O Ibsen Pinheiro é um exímio frasista. Um dos nossos maiores, senão o maior. O estilo dele é o de que se valia ninguém menos do que Winston Churchill: o uso de conceitos opostos para demonstrar uma mesma ideia. A aparente contradição produz surpresa e riso e faz com que o ouvinte não se esqueça mais do sentido pretendido. Churchill, por exemplo, dizia:
“A desvantagem do capitalismo é a desigual distribuição de riquezas; a vantagem do socialismo é a igual distribuição de misérias”.
Ibsen cunhou várias frases com idêntica malemolência inzoneira britânica, algumas delas no âmbito do futebol. Tanto quanto Churchill foi arauto do capitalismo, Ibsen foi arauto do futebol de marcação forte. Segundo ele, time que joga fechado “ganha por sorte” e time que joga aberto “perde por azar”.
É exatamente o que acontece. Time que não deixa o adversário jogar de repente vai lá e, em um único lance, marca o gol da vitória, o que parece fortuito. Já o time que joga e deixa jogar às vezes desperdiça um punhado de chances e acaba perdendo em uma bola parada ou num contra-ataque, o que parece injusto.
É por isso que um time, para ser de fato equilibrado e não dar oportunidades para a falta de sorte ou de justiça, precisa tomar cuidado com certas funções, como a de proteção à defesa. Lembro da Copa de 1982, quando o Brasil tinha aquela superseleção. O meio-campo era formado apenas por brilhaturas: Cerezo, Falcão, Sócrates e Zico. Eles jogavam tanto, que não corriam, flutuavam. Ibsen, então, defendia que um deles fosse substituído por Batista, para dar uma cobertura mais sisuda aos zagueiros. Mas qual dos artistas da bola deveria sair? Ibsen respondeu à pergunta com outra de suas sentenças graciosas:
– Eu tiraria o pior deles. Mas, se não quiserem tirar o pior, tirem o melhor.
Quer dizer: aquela tarefa defensiva era tão importante, que até o craque do time poderia ser sacrificado para que fosse cumprida.

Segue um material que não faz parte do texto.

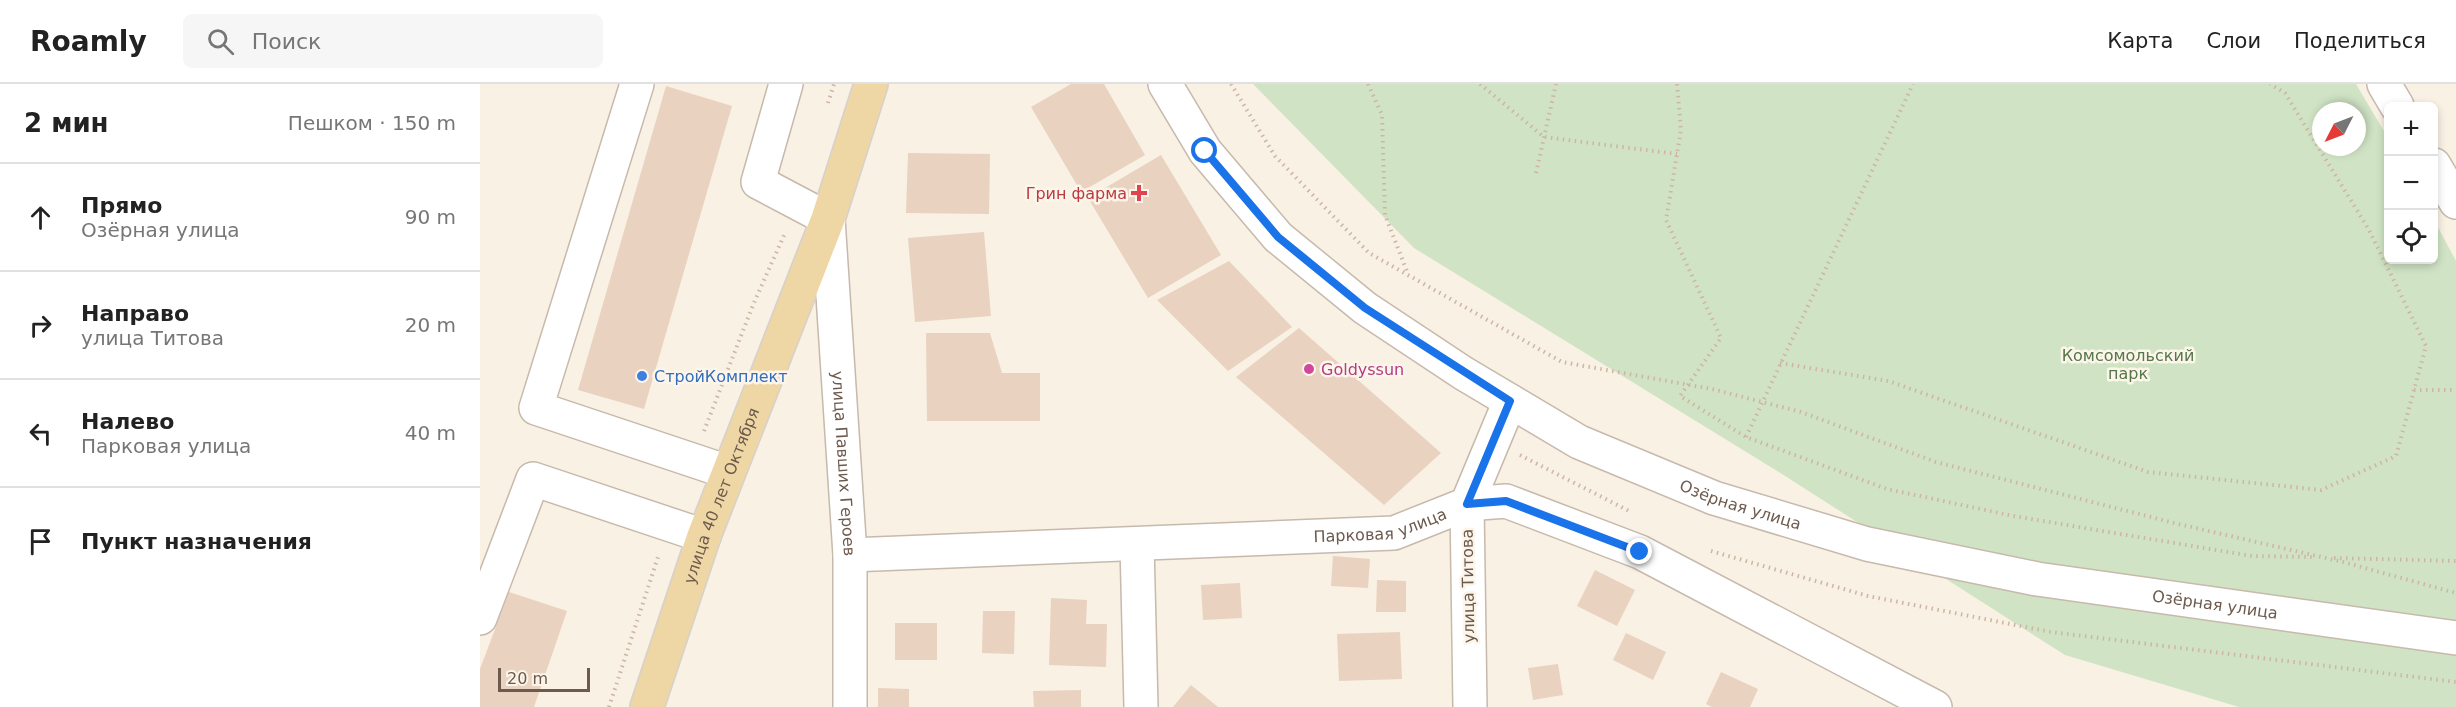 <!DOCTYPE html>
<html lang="ru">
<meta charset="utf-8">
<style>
body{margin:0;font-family:"DejaVu Sans",sans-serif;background:#f6f6f6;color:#222}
.controls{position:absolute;right:18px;top:18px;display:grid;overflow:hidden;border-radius:9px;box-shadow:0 3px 9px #0003}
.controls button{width:54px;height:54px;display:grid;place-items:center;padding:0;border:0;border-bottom:2px solid #e0e0e0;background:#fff;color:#222;font:30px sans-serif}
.compass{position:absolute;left:1832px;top:18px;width:54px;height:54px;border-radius:50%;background:#fff;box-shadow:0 3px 9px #0003;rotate:228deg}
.scale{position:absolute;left:18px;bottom:15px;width:92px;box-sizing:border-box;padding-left:6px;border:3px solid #6d5a4d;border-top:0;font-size:16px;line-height:21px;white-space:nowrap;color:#6d5a4d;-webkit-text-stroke:4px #fcf5ea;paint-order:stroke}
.stop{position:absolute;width:18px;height:18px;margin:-14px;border:4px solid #1a73e8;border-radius:50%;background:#fff}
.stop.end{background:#1a73e8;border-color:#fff;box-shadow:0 2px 6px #0008}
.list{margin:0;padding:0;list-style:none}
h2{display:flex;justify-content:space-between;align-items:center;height:78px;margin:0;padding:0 24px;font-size:26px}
h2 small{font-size:20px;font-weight:400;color:#767676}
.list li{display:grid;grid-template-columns:39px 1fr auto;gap:18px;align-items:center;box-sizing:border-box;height:108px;padding:0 24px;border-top:2px solid #e0e0e0}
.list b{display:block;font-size:22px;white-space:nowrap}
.list p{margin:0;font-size:20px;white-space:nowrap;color:#767676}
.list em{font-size:20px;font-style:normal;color:#767676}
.icon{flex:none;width:33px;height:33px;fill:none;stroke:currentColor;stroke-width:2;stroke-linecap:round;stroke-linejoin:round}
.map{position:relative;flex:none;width:1976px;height:623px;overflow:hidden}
header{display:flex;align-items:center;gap:36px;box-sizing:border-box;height:84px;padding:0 30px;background:#fff;border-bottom:2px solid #e0e0e0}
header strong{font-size:28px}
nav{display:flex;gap:33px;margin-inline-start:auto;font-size:21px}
.search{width:420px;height:54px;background:#f6f6f6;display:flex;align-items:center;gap:15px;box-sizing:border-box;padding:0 21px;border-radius:9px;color:#767676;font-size:22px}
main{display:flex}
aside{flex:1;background:#fff}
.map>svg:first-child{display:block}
</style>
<header>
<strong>Roamly</strong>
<div class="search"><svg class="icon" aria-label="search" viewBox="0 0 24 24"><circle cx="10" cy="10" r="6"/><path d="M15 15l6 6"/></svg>Поиск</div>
<nav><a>Карта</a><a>Слои</a><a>Поделиться</a></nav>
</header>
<main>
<aside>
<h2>2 мин<small>Пешком · 150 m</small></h2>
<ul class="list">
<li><svg class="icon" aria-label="ahead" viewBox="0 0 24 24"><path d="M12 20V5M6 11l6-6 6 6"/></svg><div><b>Прямо</b><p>Озёрная улица</p></div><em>90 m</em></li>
<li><svg class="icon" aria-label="right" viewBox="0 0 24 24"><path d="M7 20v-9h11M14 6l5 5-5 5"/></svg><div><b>Направо</b><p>улица Титова</p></div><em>20 m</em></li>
<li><svg class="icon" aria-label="left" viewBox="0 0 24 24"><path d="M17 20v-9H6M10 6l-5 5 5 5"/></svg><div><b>Налево</b><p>Парковая улица</p></div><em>40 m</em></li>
<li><svg class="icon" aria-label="arrive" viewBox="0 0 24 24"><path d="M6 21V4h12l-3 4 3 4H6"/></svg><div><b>Пункт назначения</b></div></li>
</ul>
</aside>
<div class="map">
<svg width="1976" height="623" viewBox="0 0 1976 623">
<rect width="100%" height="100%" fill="#f8f1e4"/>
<path fill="#d0e4c5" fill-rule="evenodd" d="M773 0H1876L1908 54V176H1954V136L1976 177V623H1759L1585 571 1302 390 934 164ZM1841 27H1877V63H1841Z"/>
<path fill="#ead2c0" d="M591 0H624L665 71 601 108 551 23Z
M186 2 252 22 164 325 98 306Z
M428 69 510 70 509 130 426 129Z
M681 71 741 171 668 214 608 114Z
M504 148 511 232 435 238 428 154Z
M749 177 812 243 748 287 677 216Z
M819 244 961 369 904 421 756 293Z
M446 249H510L522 289H560V337H447Z
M853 472 890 475 888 504 851 502Z
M1115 486 1155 506 1137 542 1097 522Z
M897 496 926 497V528H896Z
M760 499 762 534 723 536 721 501Z
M29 508 87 527 54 623H0V585Z
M571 514 607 516 606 540H627L626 583 569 581Z
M503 527H535L534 570 502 569Z
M415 539H457V576H415Z
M920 548 922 595 859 597 857 550Z
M1146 549 1186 568 1173 596 1133 576Z
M1078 580 1083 611 1053 616 1048 584Z
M1241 588 1278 605 1270 623H1232L1226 620Z
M711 601 738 623H693Z
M398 604 429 605V623H398Z
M601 606V623H554L553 607Z"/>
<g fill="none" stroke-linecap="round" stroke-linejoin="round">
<g stroke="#c7b9ac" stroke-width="36">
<g id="minor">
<path d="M157 0 56 324 248 388"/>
<path id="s1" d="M306 0 278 98 348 135 370 471V623"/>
<path id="s2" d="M685 0 725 67 798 153 885 224 983 289 1099 358 1234 414 1387 460 1557 495 1976 554"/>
<path d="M1904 0 1917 22"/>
<path d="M1954 81 1976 118"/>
<path d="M657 461 661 623"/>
<path id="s3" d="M370 471 914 449 987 420 1026 417 1160 468 1455 623"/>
<path d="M0 534 53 395 224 452"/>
<path d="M990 623 987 420 1030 317"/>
</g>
</g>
<g stroke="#d6d1cd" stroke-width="36">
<g id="major">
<path id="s4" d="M167 623 224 452 348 135 391 0"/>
</g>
</g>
<path stroke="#ceb5a3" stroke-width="4" stroke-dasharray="1.5 4.5" stroke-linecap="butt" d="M751 0 795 72 889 169 1082 278 1232 305 1321 328 1456 378 1694 439 1863 478 1976 509
M888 0 902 31 905 131 928 190
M1000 0 1064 53 1197 70
M1197 0 1201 46 1186 136 1241 254 1200 312 1266 353 1407 405 1533 432 1772 472 1835 473
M348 19 354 0
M1056 89 1076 0
M1300 279 1408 297 1668 388 1841 406 1916 372 1946 262 1889 146 1805 9 1790 0
M1934 306H1976
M224 347 273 221 305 149
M1266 353 1433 0
M1040 371 1149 427
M1231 467 1388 512 1571 548 1976 598
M1854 474 1976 477
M129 623 179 470"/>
<use href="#minor" stroke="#fff" stroke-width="33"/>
<use href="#major" stroke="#eed6a5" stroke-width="33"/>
</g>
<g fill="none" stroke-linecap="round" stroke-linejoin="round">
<path stroke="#1a73e8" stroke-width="8" d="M725 67 798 153 885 224 1030 317 987 420 1026 417 1160 468"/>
</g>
<path fill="#e0444e" stroke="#fcf5ea" stroke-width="2" d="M656 100h6v6h6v6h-6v6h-6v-6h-6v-6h6z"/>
<circle fill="#d1479c" stroke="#fcf5ea" stroke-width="2" cx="829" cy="285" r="6"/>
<circle fill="#3f7fe0" stroke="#fcf5ea" stroke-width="2" cx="162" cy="292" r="6"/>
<g text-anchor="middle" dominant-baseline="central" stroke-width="5" stroke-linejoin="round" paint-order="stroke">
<g font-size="16" fill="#be3a42" stroke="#fcf5ea" text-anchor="end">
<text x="647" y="109">Грин фарма</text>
</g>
<g font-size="16" fill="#56774a" stroke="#fcf5ea">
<text x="1648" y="271">Комсомольский<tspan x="1648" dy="18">парк</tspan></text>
</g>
<g font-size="16" fill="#b23c85" stroke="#fcf5ea" text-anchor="start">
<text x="841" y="285">Goldyssun</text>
</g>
<g font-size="16" fill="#366cbe" stroke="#fcf5ea" text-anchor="start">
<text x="174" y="292">СтройКомплект</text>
</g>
<g font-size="16" fill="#6d5a4d" stroke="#fcf5ea">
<text stroke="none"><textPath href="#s1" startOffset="426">улица Павших Героев</textPath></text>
<text stroke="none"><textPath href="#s4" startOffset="224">улица 40 лет Октября</textPath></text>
<text stroke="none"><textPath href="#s2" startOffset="729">Озёрная улица</textPath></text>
<text stroke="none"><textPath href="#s3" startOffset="532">Парковая улица</textPath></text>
<text transform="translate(988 502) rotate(-91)">улица Титова</text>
<text stroke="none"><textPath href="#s2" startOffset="1215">Озёрная улица</textPath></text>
</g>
</g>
</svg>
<div class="controls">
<button>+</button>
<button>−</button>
<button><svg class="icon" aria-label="locate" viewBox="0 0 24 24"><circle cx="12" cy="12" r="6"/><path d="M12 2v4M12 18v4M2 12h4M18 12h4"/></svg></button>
</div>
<svg class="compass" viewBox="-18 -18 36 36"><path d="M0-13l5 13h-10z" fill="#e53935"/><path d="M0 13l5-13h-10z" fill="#767676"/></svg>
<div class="scale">20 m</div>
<div class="stop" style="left:725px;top:67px"></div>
<div class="stop end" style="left:1160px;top:468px"></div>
</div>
</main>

Nessa segunda-feira, na Arena do Grêmio, recordei dessas duas tiradas de Ibsen. Porque o Grêmio está sofrendo, precisamente, do mal que vitimou a Seleção de 1982 e tantos outros grandes, bons e abertos times do mundo inteiro: falta, naquele conjunto de virtuoses, o velho e cumpridor centromédio.
O Grêmio necessita de um pastor alemão acorrentado à meia-lua defensiva.
Verdade que aquela partida aparentemente desimportante trouxe dois alentos para a torcida: Tardelli e Luan. Os dois, não apenas pelo que jogaram, mas pelo interesse que demonstraram, têm de compor o time titular agora, já, sem demoras ou delongas. Mas, além deles, o Grêmio necessita de um pastor alemão acorrentado à meia-lua defensiva. O ideal seria Michel, que ainda está em recuperação. Na falta dele, pode ser até Darlan, que não é o que Foguinho chamava de “homem grande”, mas é do lugar e sabe jogar. Ou então um improviso, como um terceiro zagueiro entre Kannemann e Geromel, até porque Kannemann anda meio distraído e Geromel meio afobado.
Os breves meses em que o time teve Arthur e Maicon fazendo uma volância bailarina, no ano passado, iludiram o povo, como fazem certos populistas. Esse meio-campo leve e volátil não ganhou nada. Os títulos vieram sob a guarda atenta de um casmurro Jaílson ou de um Wallace tão enérgico, que, com três passadas, atravessava a grande área. Mais o auxílio luxuoso de Ramiro, não esqueçamos.
Volte ao passado, Renato. Socorra-se de um centeralfe. Antes que tudo desande melancolicamente em derrotas injustas, em lamentos por zagueiros desatentos, em gols levados por azar.